En el presente caso, cabe destacar que la no concurrencia de mala fe (que en el caso ciertamente concurre en los vendedores) no es criterio que permita dejar de imponer las costas procesales como pretende la parte apelante, ya que como se ha indicado en el Derecho Procesal civil español rige el principio objetivo del vencimiento mitigado solo cuando concurran dudas de hecho o de derecho; pero en todo caso este tribunal entiende que el supuesto que se analiza en absoluto puede calificarse de un asunto complejo: no lo es en cuanto a los hechos, ni en cuanto a la prueba, ni tampoco en lo referente al derecho aplicable, por lo que no concurren las circunstanciaste que la Ley prevé en orden a excepcionar la aplicación del criterio del vencimiento objetivo que consagra el art. 394 LEC, pues el asunto no presentaba una "gran dificultad" ni en el ámbito fáctico ni en el jurídico más allá de la habitual en asuntos similares, y en consecuencia no se da el requisito de la "seriedad" en el sentido de "relevancia" o "entidad" de la duda en los términos expuestos, y por tanto procede desestimar el motivo, y con él, en su integridad el recurso, al considerar la Sala también ajustada a derecho la imposición a la parte actora de las costas procesales causadas a los vendedores cuyo grave incumplimiento reconoce y declara la sentencia impugnada .

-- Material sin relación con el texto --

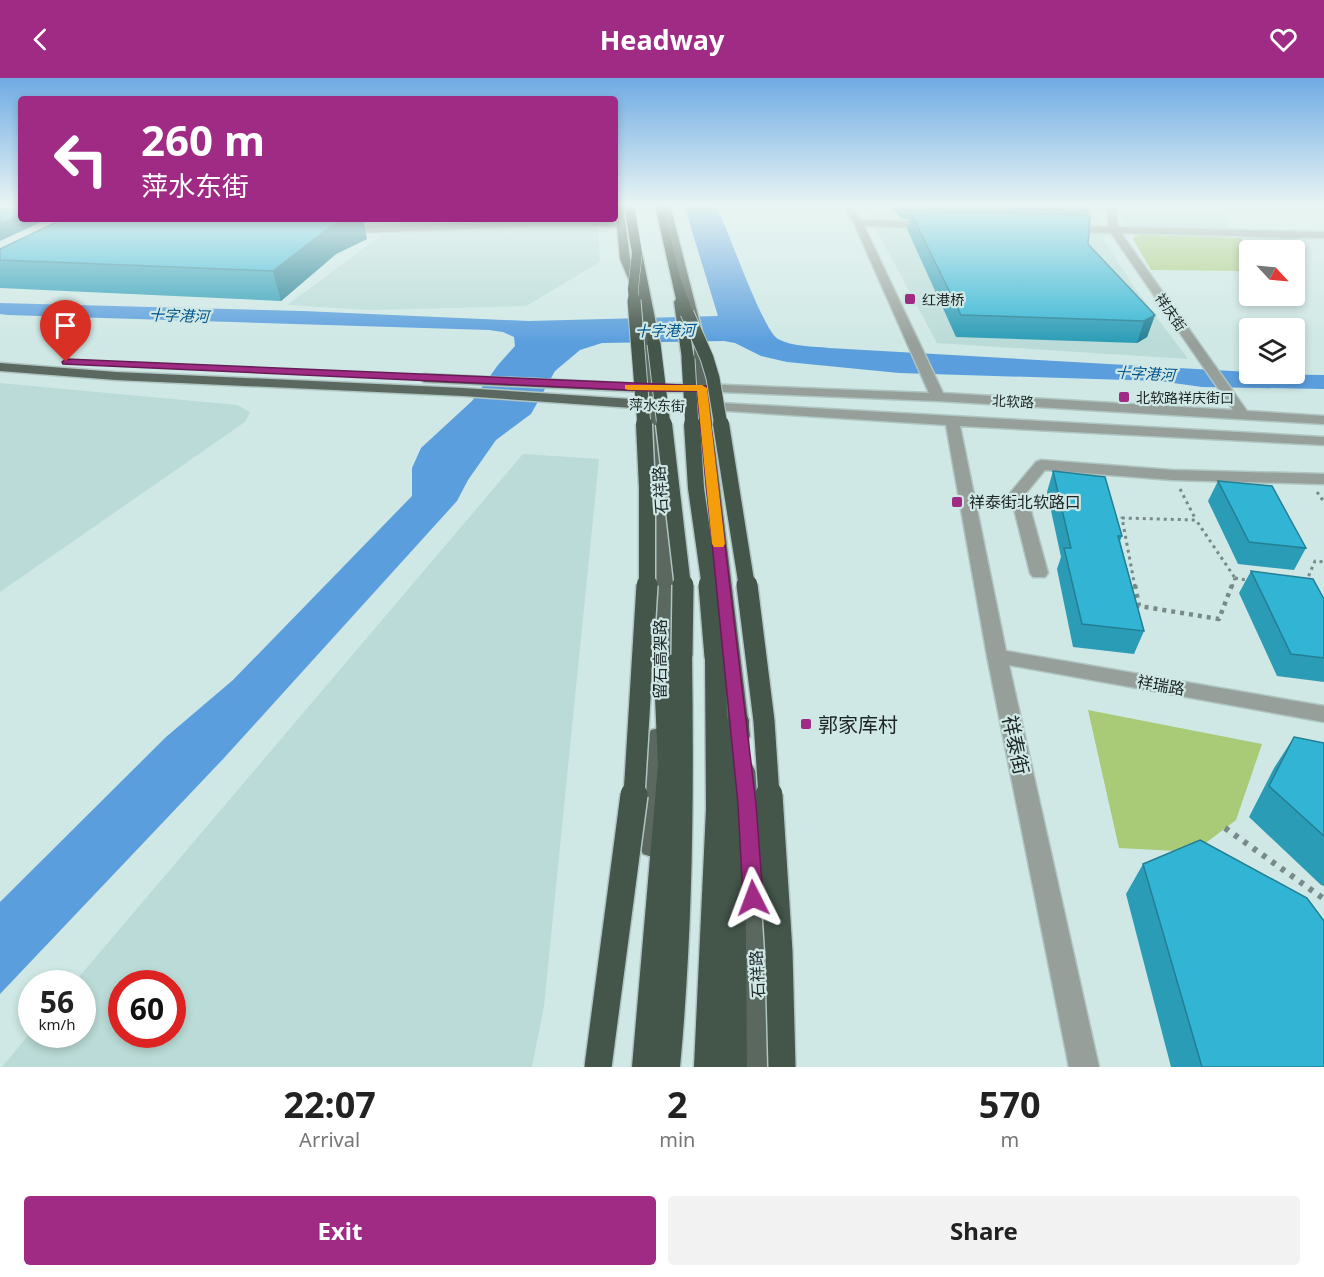 <!DOCTYPE html>
<meta charset="utf-8">
<style>
:root{--surface:#fff;--page:#f2f2f2;--text:#222;--muted:#767676;--accent:#a02b84}
body{margin:0;font-family:"Noto Sans","Noto Sans SC",sans-serif;background:var(--page);color:var(--text);height:100vh;display:flex;flex-direction:column;font-size:22px;white-space:nowrap}
*{box-sizing:border-box;margin:0}
p{font-size:20px;color:var(--muted)}
.icon{flex:none;width:33px;height:33px;fill:none;stroke:currentColor;stroke-width:2;stroke-linecap:round;stroke-linejoin:round}
.map{position:relative;height:989px;overflow:hidden}
.panel{display:flex;flex-direction:column;background:var(--surface);flex:1}
.panel>*{flex:none}
.top-card{position:absolute;left:18px;top:18px;width:600px;height:126px;border-radius:6px;box-shadow:0 3px 9px #0003;background:#a02b84;color:#fff;overflow:hidden}
.needle{width:39px;rotate:116deg}
.controls{position:absolute;left:1239px;top:162px;display:grid;gap:12px}
.controls a{display:grid;place-items:center;width:66px;height:66px;border-radius:6px;background:var(--surface);box-shadow:0 3px 9px #0003;font-size:30px}
.speed{position:absolute;left:18px;top:892px;display:flex;gap:12px;font-size:30px;font-weight:700;text-align:center}
.speed>*{display:grid;place-content:center;width:78px;height:78px;border-radius:50%;background:var(--surface);box-shadow:0 3px 9px #0003;line-height:1}
.speed small{font-size:15px;font-weight:400}
.speed .limit{border:9px solid #d22;background:#fff;color:#111}
.pin{position:absolute;display:grid;place-items:center;width:51px;height:51px;color:#fff;margin:-62px -26px;border-radius:50% 50% 50% 0;rotate:-45deg;box-shadow:0 0 6px #0007}
.pin .icon{rotate:45deg}
.me{position:absolute;width:66px;margin:-33px;rotate:357deg;stroke-linejoin:round;filter:drop-shadow(0 0 4px #0008)}
.turn{display:flex;align-items:center;gap:21px;height:126px;padding:0 24px;font-size:27px}
.turn .icon{width:78px;height:78px;stroke-width:2.5}
.turn b{display:block;font-size:42px;line-height:51px}
.eta{display:flex;justify-content:space-evenly;align-items:center;height:102px;text-align:center}
.eta b{font-size:36px;font-weight:700;line-height:42px}
.action{display:flex;gap:12px;margin-top:auto;padding:12px 24px}
.action a{flex:1;height:69px;border-radius:6px;background:var(--accent);color:#fff;font-size:24px;font-weight:700;line-height:69px;text-align:center}
.action a+a{background:var(--page);color:var(--text)}
header{display:flex;justify-content:space-between;align-items:center;height:78px;padding:0 24px;background:var(--accent);color:#fff;font-size:27px;font-weight:700}
.map>svg:first-child{display:block}
</style>
<header><svg class="icon" aria-label="back" viewBox="0 0 24 24"><path d="M15 5l-7 7 7 7"/></svg>Headway<svg class="icon" aria-label="heart" viewBox="0 0 24 24"><path d="M12 20l-8-8c-3-5 5-10 8-4 3-6 11-1 8 4z"/></svg></header>
<div class="map">
<svg width="1324" height="989" viewBox="0 0 1324 989">
<rect width="100%" height="100%" fill="#cfe8e5"/>
<path fill="#badbd7" fill-rule="evenodd" d="M863,127h234l2,16 5,19 30,47 54,72 -251,-16z
M1120,127h96l14,24 -97,-2 -10,-4z
M598,148l2,36 -74,44 -156,4 -83,-5 95,-70 35,-7z
M0,305l237,22 13,7 -5,10 -245,170z
M523,376l76,5 -55,547 -12,61h-530l29,-35 1,3h50v-51h-9zM122,906h50v51h-50z"/>
<path fill="#a9ca76" d="M1143,157l98,3 9,12 -1,21 -98,-1 -18,-31 2,-3z
M1088,632l174,34 -26,76 -42,32 -75,-4z"/>
<path fill="#5a9edd" d="M684,127h34l-1,2c11,23 46,124 61,132 14,8 35,7 51,9l420,24 1,2 74,1v14l-122,-2 -43,-6 -260,-8 -112,-11 -26,-6 -26,-13 -11,-2 -122,2 -22,7 -25,21 -24,43 -35,26 -28,40 -11,21 -233,257 -224,236v-92l166,-165 67,-57 179,-184v-28l9,-20 51,-47 26,-36 17,-19 -1,-9 -11,-5 -14,-2 -481,-15 -8,-1v-11l303,8 226,10 189,-5z"/>
<g fill="none" stroke-linecap="round" stroke-linejoin="round">
<g stroke="#afc5c2" stroke-width="3">
<path id="minor" d="M842,127h8l11,15 70,2 4,3 -4,3 -67,-2 79,167 290,17 -122,-177 -44,-1 -5,-3 5,-3 42,1 -2,-22h8l3,22 206,5v6l-203,-5 126,178 77,5v8l-386,-23 -241,-10 -2,-3 2,-3 5,-1 227,9 -75,-170z
M534,142h86l4,3 -4,3h-86l-177,7 -22,-5 5,-3 17,2z
M703,324l621,35v8l-364,-19 46,225 318,55v16l-315,-57 90,402h-30l-82,-411 -41,-231 -248,-16 -2,-3z
M1041,382l131,10 152,4v10l-152,-4 -127,-10 -19,23 22,80 -3,4h-12l-3,-4 -20,-80 26,-31z"/>
</g>
<g stroke="#afc5c2" stroke-width="3">
<path id="major" d="M615,127h8l7,54 13,31 15,94h37l-1,-37 -32,-142h8l36,142 4,59 40,330 -3,6 -8,2 -8,-2 -3,-6 -31,-326 -36,-1 13,152 -2,108 -3,5 -7,2 -7,-2 -3,-5 4,-108 -9,-152 -184,-13 -347,-16 -116,-9v-8l116,9 347,16 183,12 -1,-8 -221,-10 -6,-4 6,-4 220,10 -11,-94 -13,-31zM659,314h37v10l-36,-1z
M659,650l8,2 3,6 -5,110 -4,8 -9,3 -9,-3 -4,-8 9,-110 3,-6z
M744,685l8,2 4,7 19,244 -1,51h-30l1,-51 -13,-244 4,-7z"/>
</g>
<g stroke="#afc5c2" stroke-width="3">
<path id="highway" d="M655,127h8l16,69 14,39 -6,3 7,43 -6,4 -6,-4 -8,-57 2,-3z
M637,172l5,3 18,91 -6,4 -6,-4 -16,-91z
M663,567l7,2 3,6 9,-5 7,2 3,5c2,138 1,275 -12,412h-48l26,-302 -5,-113 3,-5z
M715,572l7,2 3,5 2,63 3,-6 8,-2 8,2 3,6 -4,108 2,239h-53l12,-258 -1,-152 3,-5z"/>
</g>
<path stroke="#788a88" stroke-width="3" stroke-dasharray="3 4" stroke-linecap="butt" d="M1180,411l16,31
M1317,414l7,10
M1235,500l16,3
M1309,504l-2,-2 8,-19 9,1
M1135,509l-13,-69 74,2 39,58
M1232,509l3,-9"/>
<path stroke="#788a88" stroke-width="4.5" stroke-dasharray="4 5" stroke-linecap="butt" d="M1135,507l4,21 80,13 13,-34"/>
<path stroke="#788a88" stroke-width="6" stroke-dasharray="4.5 7" stroke-linecap="butt" d="M1225,750l99,71"/>
<use href="#minor" fill="#979f9a" fill-rule="evenodd"/>
<use href="#major" fill="#5a685f" fill-rule="evenodd"/>
<use href="#highway" fill="#44554a" fill-rule="evenodd"/>
<g stroke="#afc5c2" stroke-width="11" stroke-linecap="butt">
<path id="highway-bridge-far4" d="M629,127l8,48 -4,36 1,12"/>
</g>
<g stroke="#afc5c2" stroke-width="15" stroke-linecap="butt">
<path id="highway-bridge-far3" d="M634,222l10,126
M687,235l20,45 6,20 8,48
M654,266l10,82
M688,281l4,67"/>
</g>
<g stroke="#afc5c2" stroke-width="19" stroke-linecap="butt">
<path id="highway-bridge-far2" d="M644,346l3,64v99
M664,346l19,163
M692,346l4,64 14,99
M721,346l26,163"/>
</g>
<g stroke="#afc5c2" stroke-width="24" stroke-linecap="butt">
<path id="highway-bridge-far1" d="M709,507l6,72
M747,507l17,136 5,75
M682,577l1,-70
M634,718l13,-211"/>
</g>
<g stroke="#afc5c2" stroke-width="30" stroke-linecap="butt">
<path id="highway-bridge" d="M769,717l10,157 3,115
M598,989l36,-272"/>
</g>
<use href="#highway-bridge-far4" stroke="#44554a" stroke-width="10"/>
<use href="#highway-bridge-far3" stroke="#44554a" stroke-width="13"/>
<use href="#highway-bridge-far2" stroke="#44554a" stroke-width="16"/>
<use href="#highway-bridge-far1" stroke="#44554a" stroke-width="21"/>
<use href="#highway-bridge" stroke="#44554a" stroke-width="27"/>
</g>
<path fill="#2b9cb6" d="M889,127h202l-2,10 -1,29 67,71 -8,22 -10,6 -181,-6 -49,-108 2,-10h-7z
M367,161l-31,15 -55,47 -281,-13v-39z
M1053,393l69,65 -2,5 24,90 -10,23 -61,-7 -16,-78 4,-12 -14,-65z
M1218,403l88,67 -12,22 -56,-6 -30,-63z
M1251,493l73,28v83l-47,-6 -38,-83z
M1294,659l30,6v143l-3,-1 -72,-68 25,-49z
M1143,786l181,203h-153l-45,-173z"/>
<path fill="#237f94" d="M21,136v5h27l-48,22v-17z
M348,141h15l4,20 -31,15 -55,47 -8,-30 57,-44z
M1155,237l-8,22 -10,6 7,-22z"/>
<path fill="#32b5d4" stroke="#237f94" stroke-width="1.5" d="M0,127h21v9l-21,10z
M1033,127h58v1z
M910,133l180,4 -2,29 67,71 -11,6 -183,-6z
M63,141h285l-18,8 -57,44 -273,-11v-11z
M1053,393l52,6 17,59h-4l26,95 -62,-7 -18,-76h7z
M1218,403l54,5 34,62 -57,-6z
M1251,493l62,8 11,20v59l-33,-4z
M1294,659l30,6v93l-55,-50z
M1200,762l107,58 17,23v146h-122l-59,-203z"/>
<linearGradient id="sky" x2="0" y2="1"><stop stop-color="#6fabe4"/><stop offset="0.48" stop-color="#e9f5f3"/><stop offset="1" stop-color="#e9f5f3" stop-opacity="0"/></linearGradient>
<rect width="1324" height="265" fill="url(#sky)"/>
<path fill="#a02b84" stroke="#681c56" stroke-width="1.5" d="M66,281l640,27 50,418 7,94 -3,7 -7,2 -7,-2 -3,-7 -5,-94 -41,-413h-46l-588,-27 -1,-2z"/>
<path fill="#f59e0b" d="M625,307h77l5,3 18,156 -2,3h-9l-2,-3 -15,-153 -68,-1 -4,-1z"/>
<g fill="#a02b84" stroke="#cfe8e5" stroke-width="2">
<rect x="904" y="215" width="12" height="12" rx="3"/>
<rect x="1118" y="313" width="12" height="12" rx="3"/>
<rect x="951" y="418" width="12" height="12" rx="3"/>
<rect x="800" y="640" width="12" height="12" rx="3"/>
</g>
<g text-anchor="middle" dominant-baseline="central" stroke-width="4.5" stroke-linejoin="round" paint-order="stroke">
<g font-size="14" fill="#1c2524" stroke="#cfe8e5" text-anchor="start">
<text x="922" y="221">红港桥</text>
<text x="1136" y="319">北软路祥庆街口</text>
</g>
<g font-size="14" fill="#1c2524" stroke="#cfe8e5">
<text transform="translate(1171 234) rotate(55)">祥庆街</text>
<text transform="translate(1013 323) rotate(3)">北软路</text>
<text transform="translate(657 327) rotate(2)">萍水东街</text>
</g>
<g font-size="15" font-style="italic" fill="#00538c" stroke="#cfe8e5">
<text transform="translate(179 237) rotate(2)">十字港河</text>
<text transform="translate(665 252) rotate(-1)">十字港河</text>
<text transform="translate(1145 295) rotate(3)">十字港河</text>
</g>
<g font-size="16" fill="#1c2524" stroke="#cfe8e5">
<text transform="translate(660 412) rotate(-94)">石祥路</text>
<text transform="translate(660 581) rotate(-90)">留石高架路</text>
<text transform="translate(1161 607) rotate(10)">祥瑞路</text>
<text transform="translate(757 896) rotate(-93)">石祥路</text>
</g>
<g font-size="16" fill="#1c2524" stroke="#cfe8e5" text-anchor="start">
<text x="969" y="424">祥泰街北软路口</text>
</g>
<g font-size="20" fill="#1c2524" stroke="#cfe8e5" text-anchor="start">
<text x="818" y="646">郭家库村</text>
</g>
<g font-size="20" fill="#1c2524" stroke="#cfe8e5">
<text transform="translate(1016 667) rotate(78)">祥泰街</text>
</g>
</g>
</svg>
<div class="controls">
<a><svg class="needle" viewBox="-14 -14 28 28"><path d="M0-13l5 13h-10z" fill="#e53935"/><path d="M0 13l5-13h-10z" fill="#767676"/></svg></a>
<a><svg class="icon" aria-label="layers" viewBox="0 0 24 24"><path d="M12 4l9 5-9 5-9-5zM3 14l9 5 9-5"/></svg></a>
</div>
<div class="speed"><div>56<small>km/h</small></div><div class="limit">60</div></div>
<div class="pin" style="left:66px;top:284px;background:#d93025"><svg class="icon" aria-label="arrive" viewBox="0 0 24 24"><path d="M6 21V4h12l-3 4 3 4H6"/></svg></div>
<svg class="me" style="left:753px;top:820px" viewBox="-20 -20 40 40"><path d="M0-17L14 15 0 8-14 15z" fill="#a02b84" stroke="#fff" stroke-width="4"/></svg>
<div class="top-card">
<div class="turn"><svg class="icon" aria-label="left" viewBox="0 0 24 24"><path d="M17 20v-9H6M10 6l-5 5 5 5"/></svg><div><b>260 m</b>萍水东街</div></div>
</div>
</div>
<section class="panel">
<div class="eta">
<div><b>22:07</b><p>Arrival</p></div>
<div><b>2</b><p>min</p></div>
<div><b>570</b><p>m</p></div>
</div>
<div class="action"><a>Exit</a><a>Share</a></div>
</section>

Por tanto, y en resumen, no apreciando errores fácticos ni jurídicos en la sentencia impugnada procede su confirmación con la consiguiente desestimación del recurso.

TERCERO.- Costas procesales.-Dada la desestimación del recurso procede imponer a la parte apelante las costas procesales devengadas en esta alzada ( art. 398 LEC) .

Vistos los artículos citados y demás de general y pertinente aplicación, la Sala pronuncia el siguiente

Fallo

Desestimamos el recurso de apelacióninterpuesto por la representación procesal de Don Eutimio y Doña Elsa contra la sentencia de fecha 8 de julio de 2024 dictada por el Juzgado de Primera Instancia número 8 de Llíria en autos de juicio ordinario número 1331/23 con expresa imposición a la entidad apelante de las costas procesales de esta alzada.

Dese al depósito constituido para recurrir el destino legal ( DA 15ª LO 1/2009).

Cumplidas que sean las diligencias de rigor, con testimonio de esta resolución, remítanse las actuaciones al Juzgado de origen, para su conocimiento y efectos, debiendo acusar recibo.

Contra la presente resolución cabe interponer, en su caso, recurso de casación ante esta Sala para ante el Tribunal Supremo, en el plazo de veinte días desde su notificación, por infracción de norma procesal o sustantiva, siempre que concurra interés casacional y conforme a las previsiones del Acuerdo de la Sala de Gobierno del Tribunal Supremo de fecha 8 de septiembre de 2023 sobre extensión y otras condiciones extrínsecas de los escritos de interposición y oposición de los recursos de casación civil dictado en cumplimiento del artículo 481.8º LEC en su redacción dada por Real Decreto-Ley 5/2023, de 28 de junio y publicado en el BOE de fecha 21 de septiembre de 2023, sin perjuicio de la necesidad de constitución de depósito o de prestación de tasa para recurrir.

Así por esta sentencia, de la que se unirá certificación al rollo, lo pronunciamos, mandamos y firmamos.